At the regular monthly meeting, they are expected to reiterate international demands that Burma’s leaders cease “all violent repression and intimidation” against pro-democracy demonstrators and call for the release of political prisoners, including pro-democracy leader Aung San Suu Kyi, who has been under house arrest for 12 of the last 18 years, diplomats said.

Before the meeting began, British Prime Minister Gordon Brown urged the world’s largest economies to provide recovery support to Burma if its ruling junta agrees to democratic reforms.
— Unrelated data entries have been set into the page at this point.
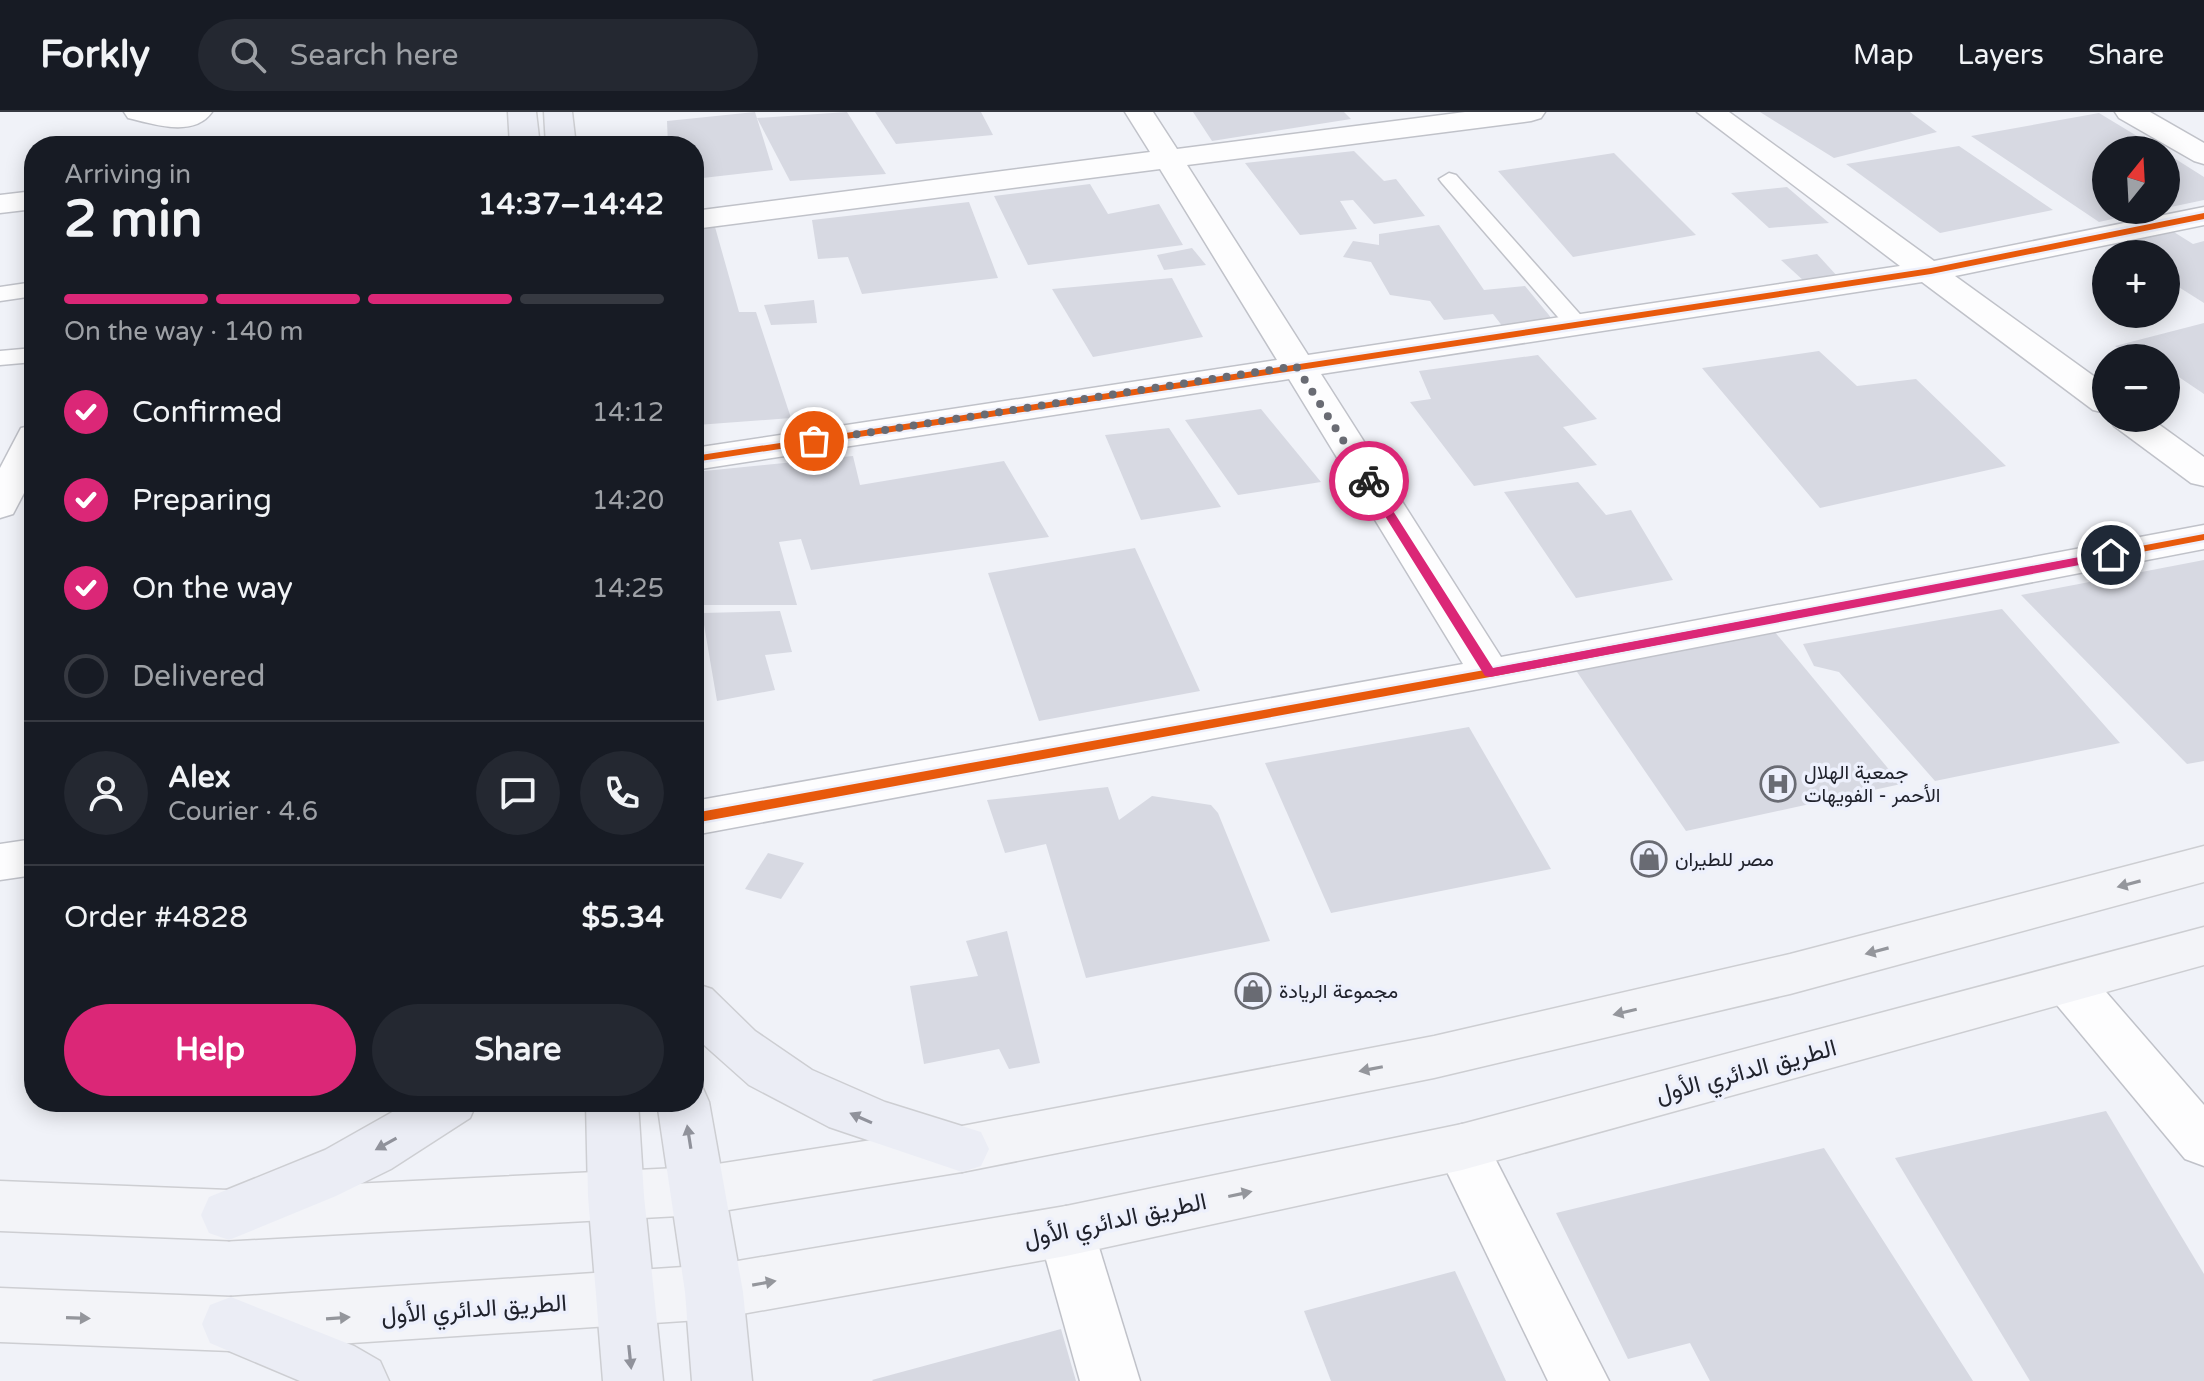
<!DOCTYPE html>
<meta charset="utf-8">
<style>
:root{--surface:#171b24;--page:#242831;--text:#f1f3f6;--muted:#9ea1a6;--line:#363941;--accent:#db2777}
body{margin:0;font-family:"Varela Round",Vazirmatn,sans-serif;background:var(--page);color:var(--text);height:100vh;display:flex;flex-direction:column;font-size:30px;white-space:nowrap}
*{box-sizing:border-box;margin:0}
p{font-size:26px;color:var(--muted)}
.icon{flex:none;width:44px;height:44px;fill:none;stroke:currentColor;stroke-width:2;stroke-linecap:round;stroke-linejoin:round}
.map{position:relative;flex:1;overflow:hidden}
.details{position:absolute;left:24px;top:24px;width:680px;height:976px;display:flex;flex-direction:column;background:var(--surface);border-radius:32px;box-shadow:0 4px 20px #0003}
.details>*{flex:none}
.needle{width:52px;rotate:18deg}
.fabs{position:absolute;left:2092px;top:24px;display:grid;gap:16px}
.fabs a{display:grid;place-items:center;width:88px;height:88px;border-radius:50%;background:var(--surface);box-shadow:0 4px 20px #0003;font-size:40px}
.pin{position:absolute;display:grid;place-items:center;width:68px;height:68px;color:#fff;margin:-34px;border:4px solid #fff;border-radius:50%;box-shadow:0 2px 8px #0007}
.courier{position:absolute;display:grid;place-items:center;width:80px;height:80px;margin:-40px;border:6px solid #db2777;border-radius:50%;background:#fff;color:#222;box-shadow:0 2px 10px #0007}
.headline em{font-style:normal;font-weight:700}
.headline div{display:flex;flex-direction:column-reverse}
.headline{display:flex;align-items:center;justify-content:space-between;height:136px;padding:0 40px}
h1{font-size:52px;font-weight:700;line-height:60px}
.bar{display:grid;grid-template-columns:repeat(4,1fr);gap:12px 8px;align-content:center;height:96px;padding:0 40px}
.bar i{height:10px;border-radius:6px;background:var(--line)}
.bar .selected{background:var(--accent)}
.bar p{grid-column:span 4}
.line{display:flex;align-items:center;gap:20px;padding:0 40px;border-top:2px solid var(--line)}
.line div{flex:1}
.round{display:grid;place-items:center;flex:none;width:84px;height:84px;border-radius:42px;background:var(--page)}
ol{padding:0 40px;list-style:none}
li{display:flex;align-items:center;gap:24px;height:88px}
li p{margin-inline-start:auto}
li .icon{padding:8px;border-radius:50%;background:var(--accent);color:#fff;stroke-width:4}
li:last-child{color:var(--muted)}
li i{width:44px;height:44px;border:4px solid var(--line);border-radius:50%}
.action{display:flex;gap:16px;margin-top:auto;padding:16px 40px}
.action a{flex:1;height:92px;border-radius:48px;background:var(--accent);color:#fff;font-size:32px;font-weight:700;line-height:92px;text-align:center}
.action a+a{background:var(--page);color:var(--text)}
header{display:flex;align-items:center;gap:48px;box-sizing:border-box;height:112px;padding:0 40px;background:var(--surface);border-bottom:2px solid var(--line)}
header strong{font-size:38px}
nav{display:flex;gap:44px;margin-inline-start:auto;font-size:28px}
.search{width:560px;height:72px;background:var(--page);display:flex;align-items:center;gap:20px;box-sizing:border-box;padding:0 28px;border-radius:44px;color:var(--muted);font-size:30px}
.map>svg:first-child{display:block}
.building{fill:#d7d9e2}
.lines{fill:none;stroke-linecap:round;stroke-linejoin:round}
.lane-casing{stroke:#c0c2c9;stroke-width:3}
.street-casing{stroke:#c0c2c9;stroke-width:3}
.primary-casing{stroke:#cdced2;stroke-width:3}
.highway-casing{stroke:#cdced2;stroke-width:3}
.lane{fill:#fdfdfe;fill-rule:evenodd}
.street{fill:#fdfdfe;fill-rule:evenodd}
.primary{fill:#f3f4f8;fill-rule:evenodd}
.highway{fill:#ebedf5;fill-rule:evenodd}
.cycleway-casing{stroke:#edf0fc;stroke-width:5}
.cycleway{fill:#e8590c;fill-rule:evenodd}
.oneway{fill:#94969c}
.oneway2{fill:#90929b}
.route{fill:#db2777}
.done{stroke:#696b73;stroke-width:8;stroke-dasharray:0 14.4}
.labels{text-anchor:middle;stroke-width:7;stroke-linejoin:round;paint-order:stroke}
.poi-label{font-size:20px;fill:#20222c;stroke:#edf0fc;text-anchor:start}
.near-street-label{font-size:24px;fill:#20222c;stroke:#edf0fc}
</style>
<header>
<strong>Forkly</strong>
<div class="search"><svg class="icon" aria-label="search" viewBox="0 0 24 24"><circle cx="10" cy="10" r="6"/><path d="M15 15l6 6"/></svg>Search here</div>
<nav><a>Map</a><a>Layers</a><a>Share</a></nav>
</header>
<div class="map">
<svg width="2204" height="1269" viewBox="0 0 2204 1269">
<rect width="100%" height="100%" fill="#f0f2f8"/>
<g class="building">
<path d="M 755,0 L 773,58 L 694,67 L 694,34 L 668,34 L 667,9 Z"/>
<path d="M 847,0 L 886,62 L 790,69 L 757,6 Z"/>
<path d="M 875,0 L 981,0 L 993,23 L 896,32 Z"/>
<path d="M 1193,0 L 1344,0 L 1351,7 L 1212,29 Z"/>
<path d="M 1760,0 L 1910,0 L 1937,20 L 1834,46 Z"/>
<path d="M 2099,1 L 2160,38 L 2106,38 L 2106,98 L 2148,99 L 2099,110 L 1971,24 Z"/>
<path d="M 1959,34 L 2053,98 L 1940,121 L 1846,52 Z"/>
<path d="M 1354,39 L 1384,69 L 1396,67 L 1425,104 L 1374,112 L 1353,88 L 1340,89 L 1357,117 L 1300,123 L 1245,51 Z"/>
<path d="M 1614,41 L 1696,123 L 1573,145 L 1498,59 Z"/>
<path d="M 2166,41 L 2204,65 L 2204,88 L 2166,96 Z"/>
<path d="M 1090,72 L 1108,102 L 1159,92 L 1183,133 L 1028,153 L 994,84 Z"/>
<path d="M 1787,75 L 1829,111 L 1769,116 L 1731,81 Z"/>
<path d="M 969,90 L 998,166 L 862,182 L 848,145 L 818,147 L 812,108 Z"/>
<path d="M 1439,113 L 1484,178 L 1525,174 L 1553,208 L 1503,215 L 1493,202 L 1444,208 L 1430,189 L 1390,183 L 1371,150 L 1343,145 L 1353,129 L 1379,133 L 1379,122 Z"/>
<path d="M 715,115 L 739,200 L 756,200 L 791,306 L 697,313 L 694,298 L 694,118 Z"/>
<path d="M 2169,117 L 2193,132 L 2204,129 L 2204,191 L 2166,167 L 2166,142 L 2127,142 L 2109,131 Z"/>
<path d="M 1192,136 L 1206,153 L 1164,158 L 1157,143 Z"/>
<path d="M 1817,142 L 1838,165 L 1804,169 L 1781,148 Z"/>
<path d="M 1172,166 L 1203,225 L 1093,245 L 1052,177 Z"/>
<path d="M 814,188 L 817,211 L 771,213 L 764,193 Z"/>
<path d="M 2204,211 L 2204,282 L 2170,259 L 2166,260 L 2166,246 L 2133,246 L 2115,234 Z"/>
<path d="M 1819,239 L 1857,274 L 1916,267 L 2006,354 L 1820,396 L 1702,256 Z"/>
<path d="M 1538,243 L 1597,307 L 1563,315 L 1597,353 L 1474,374 L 1410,290 L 1431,287 L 1419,259 Z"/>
<path d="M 1261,297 L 1321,370 L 1238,383 L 1185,308 Z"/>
<path d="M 1169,316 L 1221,395 L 1141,408 L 1105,323 Z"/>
<path d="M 853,344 L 860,373 L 1004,349 L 1049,425 L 811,458 L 801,427 L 779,430 L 797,493 L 694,493 L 694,360 Z"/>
<path d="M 1578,370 L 1606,403 L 1631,398 L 1673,468 L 1576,486 L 1504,380 Z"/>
<path d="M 1135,436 L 1200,579 L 1039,609 L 988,461 Z"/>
<path d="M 2204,448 L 2204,649 L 2187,652 L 2021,483 Z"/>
<path d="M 2002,497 L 2120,631 L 1935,669 L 1839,560 L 1814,554 L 1803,532 Z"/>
<path d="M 780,499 L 792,540 L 765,543 L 775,578 L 717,589 L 702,501 Z"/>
<path d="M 1774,519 L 1901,672 L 1686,719 L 1575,557 Z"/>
<path d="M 1469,615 L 1551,757 L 1331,801 L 1265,651 Z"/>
<path d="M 1108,675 L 1119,708 L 1152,684 L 1211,693 L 1218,701 L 1270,829 L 1086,866 L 1046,732 L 1005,741 L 987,688 Z"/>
<path d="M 768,741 L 804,751 L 781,787 L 745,777 Z"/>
<path d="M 1007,819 L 1040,951 L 1009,957 L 999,937 L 924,952 L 910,874 L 978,864 L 966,829 Z"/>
<path d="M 2106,999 L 2204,1162 L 2204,1269 L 2030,1269 L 1895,1046 Z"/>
<path d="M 1824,1036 L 1973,1269 L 1710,1269 L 1690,1231 L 1628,1247 L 1556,1101 Z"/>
<path d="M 1455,1159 L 1506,1269 L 1331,1269 L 1304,1199 Z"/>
<path d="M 1061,1217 L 1076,1269 L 873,1269 L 872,1268 Z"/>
</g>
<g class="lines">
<defs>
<g id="lane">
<path d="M 1449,61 L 1456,63 L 1586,209 L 1589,214 L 1586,219 L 1570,219 L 1442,71 L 1439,67 Z"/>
<path d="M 34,170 L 34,184 L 0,189 L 0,175 Z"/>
<path d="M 34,236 L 34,250 L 0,253 L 0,239 Z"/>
</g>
<g id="street">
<path d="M 124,0 L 212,0 C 194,26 153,12 128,6 Z"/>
<path d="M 1125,0 L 1153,0 L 1177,37 L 1465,0 L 1545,0 L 1541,6 L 1531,9 L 1187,53 L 1308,243 L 1900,154 L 1697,0 L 1729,0 L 1934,149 L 2204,95 L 2204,113 L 1955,164 L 2106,273 L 2106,301 L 2093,298 L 1922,170 L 1321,262 L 1501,545 L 2204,413 L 2204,437 L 1490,575 L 694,723 L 694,689 L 1463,552 L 1289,267 L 694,358 L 694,336 L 1277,248 L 1160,57 L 694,117 L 694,99 L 1150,40 Z"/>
<path d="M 2115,0 L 2150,0 L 2204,31 L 2204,52 L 2194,49 L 2119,6 Z"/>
<path d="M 34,79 L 34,97 L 0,101 L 0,83 Z"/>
<path d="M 2109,306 L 2150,306 L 2204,345 L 2204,374 L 2191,371 L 2114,314 Z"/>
<path d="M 34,313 L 34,362 L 13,402 L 0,406 L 0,356 L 21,316 Z"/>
<path d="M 34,727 L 34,763 L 0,768 L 0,732 Z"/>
<path d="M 2069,852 L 2087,858 L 2204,993 L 2204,1054 L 2185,1047 L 2051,886 L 2044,872 L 2051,858 Z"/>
<path d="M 1462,1012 L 1481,1019 L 1609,1269 L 1548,1269 L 1435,1035 L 1443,1019 Z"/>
<path d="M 1066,1094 L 1086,1101 L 1094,1119 L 1140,1269 L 1080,1269 L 1038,1119 L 1046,1101 Z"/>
</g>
<g id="primary">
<path d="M 2204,734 L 2204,770 L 1790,882 L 1434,966 L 962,1060 L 698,1103 L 229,1128 L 0,1119 L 0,1069 L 229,1078 L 698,1055 L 962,1014 L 1434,924 L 1790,842 Z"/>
<path d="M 2204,815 L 2204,853 L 1462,1058 L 1066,1144 L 714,1207 L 231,1239 L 0,1230 L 0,1176 L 231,1185 L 714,1153 L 1066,1094 L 1462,1012 Z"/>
</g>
<g id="highway">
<path d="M 508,0 L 536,0 L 540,34 L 510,34 Z"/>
<path d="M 544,0 L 572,0 L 576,34 L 546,34 Z"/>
<path d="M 694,871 L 712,877 L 755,919 L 812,958 L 885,990 L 981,1020 L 989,1037 L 981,1054 L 962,1060 L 829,1015 L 749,973 L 694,924 Z"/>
<path d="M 694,972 L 702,974 L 709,990 L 743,1180 L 752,1269 L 692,1269 L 685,1180 L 657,990 L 694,990 Z"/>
<path d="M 410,990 L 477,990 L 470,1006 L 391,1057 L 336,1084 L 229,1128 L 209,1121 L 201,1103 L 209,1085 L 325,1038 Z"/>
<path d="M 586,990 L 638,990 L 644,1084 L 663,1269 L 603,1269 L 588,1084 Z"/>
<path d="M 231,1185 L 354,1234 L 380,1249 L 389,1269 L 300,1269 L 210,1231 L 202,1212 L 210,1193 Z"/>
</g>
</defs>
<use href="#lane" class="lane-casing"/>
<use href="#street" class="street-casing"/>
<use href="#primary" class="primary-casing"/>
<use href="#highway" class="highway-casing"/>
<use href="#lane" class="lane"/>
<use href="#street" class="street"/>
<use href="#primary" class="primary"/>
<use href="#highway" class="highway"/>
<defs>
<g id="cycleway">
<path d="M 2204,101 L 2204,107 L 1931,162 L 694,350 L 694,344 L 1931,156 Z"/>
<path d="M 2204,422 L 2204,428 L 1490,565 L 694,711 L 694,701 L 1490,557 Z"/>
</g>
</defs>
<use href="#cycleway" class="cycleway-casing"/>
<use href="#cycleway" class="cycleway"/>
</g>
<defs><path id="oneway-solid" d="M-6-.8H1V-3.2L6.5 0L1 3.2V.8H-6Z" transform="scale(2)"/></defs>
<g class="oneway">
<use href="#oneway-solid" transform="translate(2129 772) rotate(165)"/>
<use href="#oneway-solid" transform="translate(1877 839) rotate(165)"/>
<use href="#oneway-solid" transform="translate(1625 900) rotate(167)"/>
<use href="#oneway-solid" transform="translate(1371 957) rotate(169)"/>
<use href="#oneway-solid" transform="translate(1240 1082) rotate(-12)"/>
<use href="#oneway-solid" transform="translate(764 1171) rotate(-10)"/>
<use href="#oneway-solid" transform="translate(78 1206) rotate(2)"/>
<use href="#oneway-solid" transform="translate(338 1206) rotate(-4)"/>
</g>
<g class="oneway2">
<use href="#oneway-solid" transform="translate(861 1006) rotate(-156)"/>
<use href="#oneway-solid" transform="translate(689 1025) rotate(-99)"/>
<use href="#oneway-solid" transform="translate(386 1032) rotate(151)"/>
<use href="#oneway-solid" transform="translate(630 1245) rotate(84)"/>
</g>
<path class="route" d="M 1365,366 L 1374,369 L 1493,556 L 2111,439 L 2117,443 L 2111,447 L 1490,565 L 1485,564 L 1363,369 Z"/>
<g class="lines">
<path class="done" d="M 814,329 L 1296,254 L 1369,369"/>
</g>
<defs>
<symbol id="hospital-ring" viewBox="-11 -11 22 22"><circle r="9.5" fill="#edf0fc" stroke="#696b73" stroke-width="1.5"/><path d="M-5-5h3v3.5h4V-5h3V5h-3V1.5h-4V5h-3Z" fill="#696b73"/></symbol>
<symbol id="shop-ring" viewBox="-11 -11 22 22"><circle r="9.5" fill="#edf0fc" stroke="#696b73" stroke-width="1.5"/><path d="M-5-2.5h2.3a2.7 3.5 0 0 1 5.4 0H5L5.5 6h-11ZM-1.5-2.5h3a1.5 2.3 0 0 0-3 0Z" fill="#696b73"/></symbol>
</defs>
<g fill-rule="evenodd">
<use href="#hospital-ring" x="1758" y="652" width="40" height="40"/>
<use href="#shop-ring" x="1629" y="727" width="40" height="40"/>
<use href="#shop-ring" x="1233" y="859" width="40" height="40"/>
</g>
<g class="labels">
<g class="poi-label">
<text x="1804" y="667">جمعية الهلال<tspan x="1804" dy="23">الأحمر - الفويهات</tspan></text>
<text x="1675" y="754">مصر للطيران</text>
<text x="1279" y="886">مجموعة الريادة</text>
</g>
<g class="near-street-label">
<text transform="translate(1746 959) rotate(-15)" y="8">الطريق الدائري الأول</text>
<text transform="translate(1115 1108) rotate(-12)" y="8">الطريق الدائري الأول</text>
<text transform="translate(474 1197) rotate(-4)" y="8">الطريق الدائري الأول</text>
</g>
</g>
</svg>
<div class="fabs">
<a><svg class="needle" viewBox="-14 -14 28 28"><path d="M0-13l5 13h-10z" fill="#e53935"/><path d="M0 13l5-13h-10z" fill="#9ea1a6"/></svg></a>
<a>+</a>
<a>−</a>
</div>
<div class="pin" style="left:814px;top:329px;background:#ea580c"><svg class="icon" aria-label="bag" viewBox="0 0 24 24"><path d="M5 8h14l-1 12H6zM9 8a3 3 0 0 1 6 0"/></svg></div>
<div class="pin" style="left:2111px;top:443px;background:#1f2937"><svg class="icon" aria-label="home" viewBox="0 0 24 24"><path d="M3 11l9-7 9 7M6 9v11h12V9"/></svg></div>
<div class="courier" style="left:1369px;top:369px"><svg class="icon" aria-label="bike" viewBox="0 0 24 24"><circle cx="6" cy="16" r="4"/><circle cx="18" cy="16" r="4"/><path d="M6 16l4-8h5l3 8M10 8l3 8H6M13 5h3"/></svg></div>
<section class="details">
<div class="headline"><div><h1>2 min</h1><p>Arriving in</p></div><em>14:37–14:42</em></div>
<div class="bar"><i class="selected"></i><i class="selected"></i><i class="selected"></i><i></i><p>On the way · 140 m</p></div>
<ol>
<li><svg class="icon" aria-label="check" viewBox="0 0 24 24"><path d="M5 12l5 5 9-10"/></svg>Confirmed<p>14:12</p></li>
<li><svg class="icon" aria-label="check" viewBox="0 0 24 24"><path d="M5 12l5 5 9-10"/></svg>Preparing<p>14:20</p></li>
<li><svg class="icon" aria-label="check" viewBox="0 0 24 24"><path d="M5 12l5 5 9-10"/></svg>On the way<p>14:25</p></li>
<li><i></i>Delivered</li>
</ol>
<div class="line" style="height:144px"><a class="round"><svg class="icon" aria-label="person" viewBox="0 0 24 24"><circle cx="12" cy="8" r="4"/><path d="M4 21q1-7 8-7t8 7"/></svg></a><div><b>Alex</b><p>Courier · 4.6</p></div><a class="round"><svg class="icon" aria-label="chat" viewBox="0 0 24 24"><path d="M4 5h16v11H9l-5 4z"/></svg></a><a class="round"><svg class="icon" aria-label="phone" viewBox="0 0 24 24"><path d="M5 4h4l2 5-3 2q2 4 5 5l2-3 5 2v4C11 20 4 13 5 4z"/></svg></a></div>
<div class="line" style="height:104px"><div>Order #4828</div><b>$5.34</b></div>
<div class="action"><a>Help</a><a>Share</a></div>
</section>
</div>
But he said the UK would push for tough sanctions against the military regime if it does not end the violence against its own people. “We cannot forget the images on our television screens of monks and ordinary citizens in Burma protesting, nor the death and human rights abuses we know are still taking place,” Mr Brown said in a statement in London. “As I have made clear, we will not turn away.”

On Iran, the 27 foreign ministers are expected to agree to send a new warning to Tehran that time is running out for the country to meet international demands over its uranium enrichment programme.

Diplomats said a statement that EU governments are drafting for today warns Iran of “additional measures” if it fails to cooperate, notably new economic and political sanctions that could include investment bans, or scrapping export credit guarantees.

The get-tough approach is being championed by French foreign minister Bernard Kouchner, who called on his EU counterparts last week to study new sanctions to increase the pressure on Iran to honour UN Security Council demands that it suspend enrichment.

Mr Kouchner said in a letter to EU ministers that sanctions could target new companies — particularly in the banking sector — and new individuals beyond those whose assets are frozen or who face visa bans under current EU penalties.

EU ministers also are also expected to give their final go-ahead to send a 3,000-strong peacekeeping force to Chad and the Central African Republic to improve the security of refugee camps that house those fleeing the fighting in neighbouring Darfur.